--- WORK TO COMPLETE ---
Lines from the records below that contain the word "position" are to be copied out.

Collected data entries
↓

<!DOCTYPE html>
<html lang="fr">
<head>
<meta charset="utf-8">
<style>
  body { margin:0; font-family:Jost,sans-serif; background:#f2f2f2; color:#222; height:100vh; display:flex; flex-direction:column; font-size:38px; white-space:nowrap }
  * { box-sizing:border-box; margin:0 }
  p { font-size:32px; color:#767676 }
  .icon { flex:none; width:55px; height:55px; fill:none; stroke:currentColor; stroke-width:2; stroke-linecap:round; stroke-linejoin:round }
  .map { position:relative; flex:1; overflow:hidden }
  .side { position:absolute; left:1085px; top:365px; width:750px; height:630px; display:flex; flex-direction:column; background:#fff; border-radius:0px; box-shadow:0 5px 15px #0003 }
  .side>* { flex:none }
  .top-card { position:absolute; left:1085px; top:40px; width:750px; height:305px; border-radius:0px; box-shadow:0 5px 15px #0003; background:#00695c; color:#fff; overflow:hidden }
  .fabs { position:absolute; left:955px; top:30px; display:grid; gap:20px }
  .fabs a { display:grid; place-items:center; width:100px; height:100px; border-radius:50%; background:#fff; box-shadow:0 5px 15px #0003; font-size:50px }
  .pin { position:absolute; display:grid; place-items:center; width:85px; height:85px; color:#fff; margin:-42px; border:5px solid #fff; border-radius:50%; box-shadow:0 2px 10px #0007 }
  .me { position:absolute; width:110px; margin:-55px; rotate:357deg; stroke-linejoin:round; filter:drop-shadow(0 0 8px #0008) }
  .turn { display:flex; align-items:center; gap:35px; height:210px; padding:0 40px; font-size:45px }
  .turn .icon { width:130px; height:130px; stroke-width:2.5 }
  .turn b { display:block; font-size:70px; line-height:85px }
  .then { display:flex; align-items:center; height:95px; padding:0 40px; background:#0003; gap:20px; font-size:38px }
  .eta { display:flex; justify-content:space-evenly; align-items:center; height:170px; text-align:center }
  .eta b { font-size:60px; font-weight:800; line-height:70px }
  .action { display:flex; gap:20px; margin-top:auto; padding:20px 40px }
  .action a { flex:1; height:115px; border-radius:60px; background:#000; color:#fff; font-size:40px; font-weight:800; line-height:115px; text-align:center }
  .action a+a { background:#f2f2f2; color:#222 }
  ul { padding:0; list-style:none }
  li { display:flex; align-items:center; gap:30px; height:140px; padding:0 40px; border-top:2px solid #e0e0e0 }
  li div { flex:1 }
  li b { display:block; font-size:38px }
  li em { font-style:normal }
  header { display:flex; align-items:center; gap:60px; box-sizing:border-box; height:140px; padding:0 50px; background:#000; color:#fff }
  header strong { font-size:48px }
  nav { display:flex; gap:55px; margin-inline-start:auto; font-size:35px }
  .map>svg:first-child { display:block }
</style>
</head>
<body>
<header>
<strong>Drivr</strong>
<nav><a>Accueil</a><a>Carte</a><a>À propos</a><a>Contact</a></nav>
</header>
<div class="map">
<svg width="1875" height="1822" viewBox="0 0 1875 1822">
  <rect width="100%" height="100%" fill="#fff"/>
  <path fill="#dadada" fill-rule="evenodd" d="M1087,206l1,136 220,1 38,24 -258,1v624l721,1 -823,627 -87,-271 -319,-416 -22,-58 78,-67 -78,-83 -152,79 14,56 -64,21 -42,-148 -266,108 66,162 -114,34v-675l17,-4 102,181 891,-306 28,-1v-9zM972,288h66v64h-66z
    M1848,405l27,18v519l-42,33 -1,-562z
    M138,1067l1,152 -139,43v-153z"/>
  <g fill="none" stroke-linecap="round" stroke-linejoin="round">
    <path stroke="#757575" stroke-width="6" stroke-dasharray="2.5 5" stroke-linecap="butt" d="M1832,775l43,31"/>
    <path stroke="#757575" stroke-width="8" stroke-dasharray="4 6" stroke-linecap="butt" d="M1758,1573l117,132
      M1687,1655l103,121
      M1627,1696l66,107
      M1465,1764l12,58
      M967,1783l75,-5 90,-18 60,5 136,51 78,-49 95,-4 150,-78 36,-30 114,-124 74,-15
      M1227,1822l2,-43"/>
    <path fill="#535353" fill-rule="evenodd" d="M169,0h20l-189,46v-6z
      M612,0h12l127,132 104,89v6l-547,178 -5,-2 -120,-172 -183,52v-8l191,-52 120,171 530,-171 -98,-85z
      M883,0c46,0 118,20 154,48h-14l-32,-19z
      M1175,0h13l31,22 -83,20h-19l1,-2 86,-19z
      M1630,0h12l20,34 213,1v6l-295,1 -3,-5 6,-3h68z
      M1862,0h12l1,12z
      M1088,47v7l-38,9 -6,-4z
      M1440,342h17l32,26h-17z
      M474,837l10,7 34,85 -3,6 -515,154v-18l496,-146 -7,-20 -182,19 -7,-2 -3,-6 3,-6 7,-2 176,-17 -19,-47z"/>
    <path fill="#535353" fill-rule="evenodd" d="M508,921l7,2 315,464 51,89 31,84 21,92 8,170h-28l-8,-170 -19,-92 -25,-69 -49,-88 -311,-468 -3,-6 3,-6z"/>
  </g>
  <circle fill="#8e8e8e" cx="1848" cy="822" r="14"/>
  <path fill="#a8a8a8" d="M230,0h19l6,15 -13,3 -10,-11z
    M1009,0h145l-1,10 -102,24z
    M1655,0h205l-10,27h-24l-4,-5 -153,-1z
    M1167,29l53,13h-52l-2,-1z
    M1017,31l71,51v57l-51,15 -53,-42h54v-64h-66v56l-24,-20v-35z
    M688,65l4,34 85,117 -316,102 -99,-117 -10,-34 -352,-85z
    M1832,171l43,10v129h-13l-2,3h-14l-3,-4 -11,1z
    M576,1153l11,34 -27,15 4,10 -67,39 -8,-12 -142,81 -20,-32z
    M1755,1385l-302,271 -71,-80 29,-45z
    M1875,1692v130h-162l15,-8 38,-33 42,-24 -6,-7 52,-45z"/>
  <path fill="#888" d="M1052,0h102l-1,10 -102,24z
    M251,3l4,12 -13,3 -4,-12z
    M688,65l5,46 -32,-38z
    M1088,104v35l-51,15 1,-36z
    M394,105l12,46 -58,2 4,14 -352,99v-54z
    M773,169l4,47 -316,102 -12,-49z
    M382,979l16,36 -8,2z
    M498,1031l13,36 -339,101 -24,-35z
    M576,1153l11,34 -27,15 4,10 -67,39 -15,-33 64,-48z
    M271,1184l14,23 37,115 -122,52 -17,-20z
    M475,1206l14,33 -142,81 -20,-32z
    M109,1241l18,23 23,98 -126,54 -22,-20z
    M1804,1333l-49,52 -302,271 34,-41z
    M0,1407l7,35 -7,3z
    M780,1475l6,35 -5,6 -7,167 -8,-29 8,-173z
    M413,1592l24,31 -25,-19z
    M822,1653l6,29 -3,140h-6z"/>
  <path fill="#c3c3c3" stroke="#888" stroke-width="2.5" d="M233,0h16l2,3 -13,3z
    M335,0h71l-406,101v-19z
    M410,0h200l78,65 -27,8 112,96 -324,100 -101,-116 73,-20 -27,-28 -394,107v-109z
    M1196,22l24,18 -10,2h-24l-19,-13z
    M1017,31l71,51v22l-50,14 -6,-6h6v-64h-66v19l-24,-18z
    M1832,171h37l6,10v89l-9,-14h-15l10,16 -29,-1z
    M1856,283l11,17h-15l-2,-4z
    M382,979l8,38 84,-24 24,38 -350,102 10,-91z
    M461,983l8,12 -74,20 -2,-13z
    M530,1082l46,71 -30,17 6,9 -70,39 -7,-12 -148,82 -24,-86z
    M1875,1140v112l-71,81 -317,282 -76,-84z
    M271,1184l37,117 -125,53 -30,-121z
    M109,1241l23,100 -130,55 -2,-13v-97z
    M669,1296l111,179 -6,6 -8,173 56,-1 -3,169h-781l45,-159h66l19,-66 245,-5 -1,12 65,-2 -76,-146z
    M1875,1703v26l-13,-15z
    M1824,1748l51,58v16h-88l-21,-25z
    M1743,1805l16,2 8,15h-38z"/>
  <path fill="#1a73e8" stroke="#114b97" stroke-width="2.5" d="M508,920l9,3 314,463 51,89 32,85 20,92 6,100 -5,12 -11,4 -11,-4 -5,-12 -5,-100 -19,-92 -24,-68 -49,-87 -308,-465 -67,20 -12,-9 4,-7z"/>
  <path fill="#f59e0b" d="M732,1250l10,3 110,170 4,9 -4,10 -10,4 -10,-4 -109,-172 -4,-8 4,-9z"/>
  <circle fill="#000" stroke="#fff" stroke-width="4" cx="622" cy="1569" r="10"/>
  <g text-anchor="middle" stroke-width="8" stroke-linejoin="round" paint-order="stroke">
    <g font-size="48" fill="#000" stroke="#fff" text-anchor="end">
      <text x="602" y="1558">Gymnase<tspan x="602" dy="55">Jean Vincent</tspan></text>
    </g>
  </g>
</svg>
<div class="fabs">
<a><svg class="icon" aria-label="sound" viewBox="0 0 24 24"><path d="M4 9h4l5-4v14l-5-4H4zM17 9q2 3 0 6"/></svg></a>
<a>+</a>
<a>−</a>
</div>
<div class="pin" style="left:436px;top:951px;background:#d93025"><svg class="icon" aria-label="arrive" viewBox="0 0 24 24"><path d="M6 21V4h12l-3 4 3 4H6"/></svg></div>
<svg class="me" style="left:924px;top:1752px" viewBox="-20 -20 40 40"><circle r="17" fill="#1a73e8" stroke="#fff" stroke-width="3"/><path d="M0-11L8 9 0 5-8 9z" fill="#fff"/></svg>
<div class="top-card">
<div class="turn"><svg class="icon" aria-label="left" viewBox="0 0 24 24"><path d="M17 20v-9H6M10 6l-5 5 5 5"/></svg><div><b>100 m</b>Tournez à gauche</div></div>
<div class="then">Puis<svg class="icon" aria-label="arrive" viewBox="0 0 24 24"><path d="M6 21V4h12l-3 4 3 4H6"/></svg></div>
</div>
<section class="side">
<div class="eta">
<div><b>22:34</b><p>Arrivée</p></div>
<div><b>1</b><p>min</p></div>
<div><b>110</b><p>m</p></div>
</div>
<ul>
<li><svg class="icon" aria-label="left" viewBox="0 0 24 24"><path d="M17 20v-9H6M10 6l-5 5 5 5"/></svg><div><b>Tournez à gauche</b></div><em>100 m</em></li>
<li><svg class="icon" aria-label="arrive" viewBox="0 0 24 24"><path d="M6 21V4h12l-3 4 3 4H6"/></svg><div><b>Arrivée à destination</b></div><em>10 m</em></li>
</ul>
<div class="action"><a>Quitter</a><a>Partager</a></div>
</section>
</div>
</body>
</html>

↑

--- RESPONSE ---
  .map { position:relative; flex:1; overflow:hidden }
  .side { position:absolute; left:1085px; top:365px; width:750px; height:630px; display:flex; flex-direction:column; background:#fff; border-radius:0px; box-shadow:0 5px 15px #0003 }
  .top-card { position:absolute; left:1085px; top:40px; width:750px; height:305px; border-radius:0px; box-shadow:0 5px 15px #0003; background:#00695c; color:#fff; overflow:hidden }
  .fabs { position:absolute; left:955px; top:30px; display:grid; gap:20px }
  .pin { position:absolute; display:grid; place-items:center; width:85px; height:85px; color:#fff; margin:-42px; border:5px solid #fff; border-radius:50%; box-shadow:0 2px 10px #0007 }
  .me { position:absolute; width:110px; margin:-55px; rotate:357deg; stroke-linejoin:round; filter:drop-shadow(0 0 8px #0008) }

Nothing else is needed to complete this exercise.